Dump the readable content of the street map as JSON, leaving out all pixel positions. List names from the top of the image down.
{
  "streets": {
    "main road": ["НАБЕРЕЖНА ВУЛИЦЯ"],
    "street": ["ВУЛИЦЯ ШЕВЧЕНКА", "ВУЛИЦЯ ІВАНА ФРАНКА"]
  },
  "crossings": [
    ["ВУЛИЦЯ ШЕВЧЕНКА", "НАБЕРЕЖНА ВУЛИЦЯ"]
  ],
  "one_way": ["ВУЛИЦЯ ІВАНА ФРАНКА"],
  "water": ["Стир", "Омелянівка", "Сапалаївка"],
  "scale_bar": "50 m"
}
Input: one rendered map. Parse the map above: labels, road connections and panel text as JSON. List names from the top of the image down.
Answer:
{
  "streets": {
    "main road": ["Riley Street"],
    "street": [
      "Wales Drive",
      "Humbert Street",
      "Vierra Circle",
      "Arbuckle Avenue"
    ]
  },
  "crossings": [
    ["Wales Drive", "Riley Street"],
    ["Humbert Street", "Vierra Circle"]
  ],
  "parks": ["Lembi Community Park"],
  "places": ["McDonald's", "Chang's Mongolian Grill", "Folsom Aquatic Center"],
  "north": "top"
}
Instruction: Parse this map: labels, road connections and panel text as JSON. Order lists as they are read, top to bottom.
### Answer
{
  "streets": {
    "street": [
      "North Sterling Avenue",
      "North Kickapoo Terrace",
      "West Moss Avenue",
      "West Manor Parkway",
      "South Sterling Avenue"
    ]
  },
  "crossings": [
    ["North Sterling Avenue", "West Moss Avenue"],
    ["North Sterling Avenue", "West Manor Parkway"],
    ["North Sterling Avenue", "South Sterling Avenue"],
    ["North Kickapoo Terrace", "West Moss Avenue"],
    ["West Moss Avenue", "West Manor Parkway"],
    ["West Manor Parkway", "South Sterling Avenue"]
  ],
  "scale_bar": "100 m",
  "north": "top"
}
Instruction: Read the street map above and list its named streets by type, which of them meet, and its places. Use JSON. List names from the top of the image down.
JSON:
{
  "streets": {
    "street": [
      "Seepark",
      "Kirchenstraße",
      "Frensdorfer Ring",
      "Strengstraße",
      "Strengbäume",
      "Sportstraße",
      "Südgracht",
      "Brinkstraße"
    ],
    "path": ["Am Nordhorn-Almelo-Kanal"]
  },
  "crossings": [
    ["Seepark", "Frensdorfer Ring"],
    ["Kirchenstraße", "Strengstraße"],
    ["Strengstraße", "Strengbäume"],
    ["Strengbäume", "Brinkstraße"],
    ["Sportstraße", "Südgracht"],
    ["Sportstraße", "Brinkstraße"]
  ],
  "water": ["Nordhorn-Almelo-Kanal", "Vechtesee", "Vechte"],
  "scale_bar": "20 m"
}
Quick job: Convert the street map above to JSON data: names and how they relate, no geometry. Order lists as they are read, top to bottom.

※ ※ ※

■ YOUR INSTRUCTIONS: The output should be the entire listing, exactly as it is.

■ EXERCISE RESULT:
Dump the readable content of the street map as JSON, leaving out all pixel positions. List names from the top of the image down.
{
  "streets": {
    "main road": ["НАБЕРЕЖНА ВУЛИЦЯ"],
    "street": ["ВУЛИЦЯ ШЕВЧЕНКА", "ВУЛИЦЯ ІВАНА ФРАНКА"]
  },
  "crossings": [
    ["ВУЛИЦЯ ШЕВЧЕНКА", "НАБЕРЕЖНА ВУЛИЦЯ"]
  ],
  "one_way": ["ВУЛИЦЯ ІВАНА ФРАНКА"],
  "water": ["Стир", "Омелянівка", "Сапалаївка"],
  "scale_bar": "50 m"
}
Input: one rendered map. Parse the map above: labels, road connections and panel text as JSON. List names from the top of the image down.
Answer:
{
  "streets": {
    "main road": ["Riley Street"],
    "street": [
      "Wales Drive",
      "Humbert Street",
      "Vierra Circle",
      "Arbuckle Avenue"
    ]
  },
  "crossings": [
    ["Wales Drive", "Riley Street"],
    ["Humbert Street", "Vierra Circle"]
  ],
  "parks": ["Lembi Community Park"],
  "places": ["McDonald's", "Chang's Mongolian Grill", "Folsom Aquatic Center"],
  "north": "top"
}
Instruction: Parse this map: labels, road connections and panel text as JSON. Order lists as they are read, top to bottom.
### Answer
{
  "streets": {
    "street": [
      "North Sterling Avenue",
      "North Kickapoo Terrace",
      "West Moss Avenue",
      "West Manor Parkway",
      "South Sterling Avenue"
    ]
  },
  "crossings": [
    ["North Sterling Avenue", "West Moss Avenue"],
    ["North Sterling Avenue", "West Manor Parkway"],
    ["North Sterling Avenue", "South Sterling Avenue"],
    ["North Kickapoo Terrace", "West Moss Avenue"],
    ["West Moss Avenue", "West Manor Parkway"],
    ["West Manor Parkway", "South Sterling Avenue"]
  ],
  "scale_bar": "100 m",
  "north": "top"
}
Instruction: Read the street map above and list its named streets by type, which of them meet, and its places. Use JSON. List names from the top of the image down.
JSON:
{
  "streets": {
    "street": [
      "Seepark",
      "Kirchenstraße",
      "Frensdorfer Ring",
      "Strengstraße",
      "Strengbäume",
      "Sportstraße",
      "Südgracht",
      "Brinkstraße"
    ],
    "path": ["Am Nordhorn-Almelo-Kanal"]
  },
  "crossings": [
    ["Seepark", "Frensdorfer Ring"],
    ["Kirchenstraße", "Strengstraße"],
    ["Strengstraße", "Strengbäume"],
    ["Strengbäume", "Brinkstraße"],
    ["Sportstraße", "Südgracht"],
    ["Sportstraße", "Brinkstraße"]
  ],
  "water": ["Nordhorn-Almelo-Kanal", "Vechtesee", "Vechte"],
  "scale_bar": "20 m"
}
Quick job: Convert the street map above to JSON data: names and how they relate, no geometry. Order lists as they are read, top to bottom.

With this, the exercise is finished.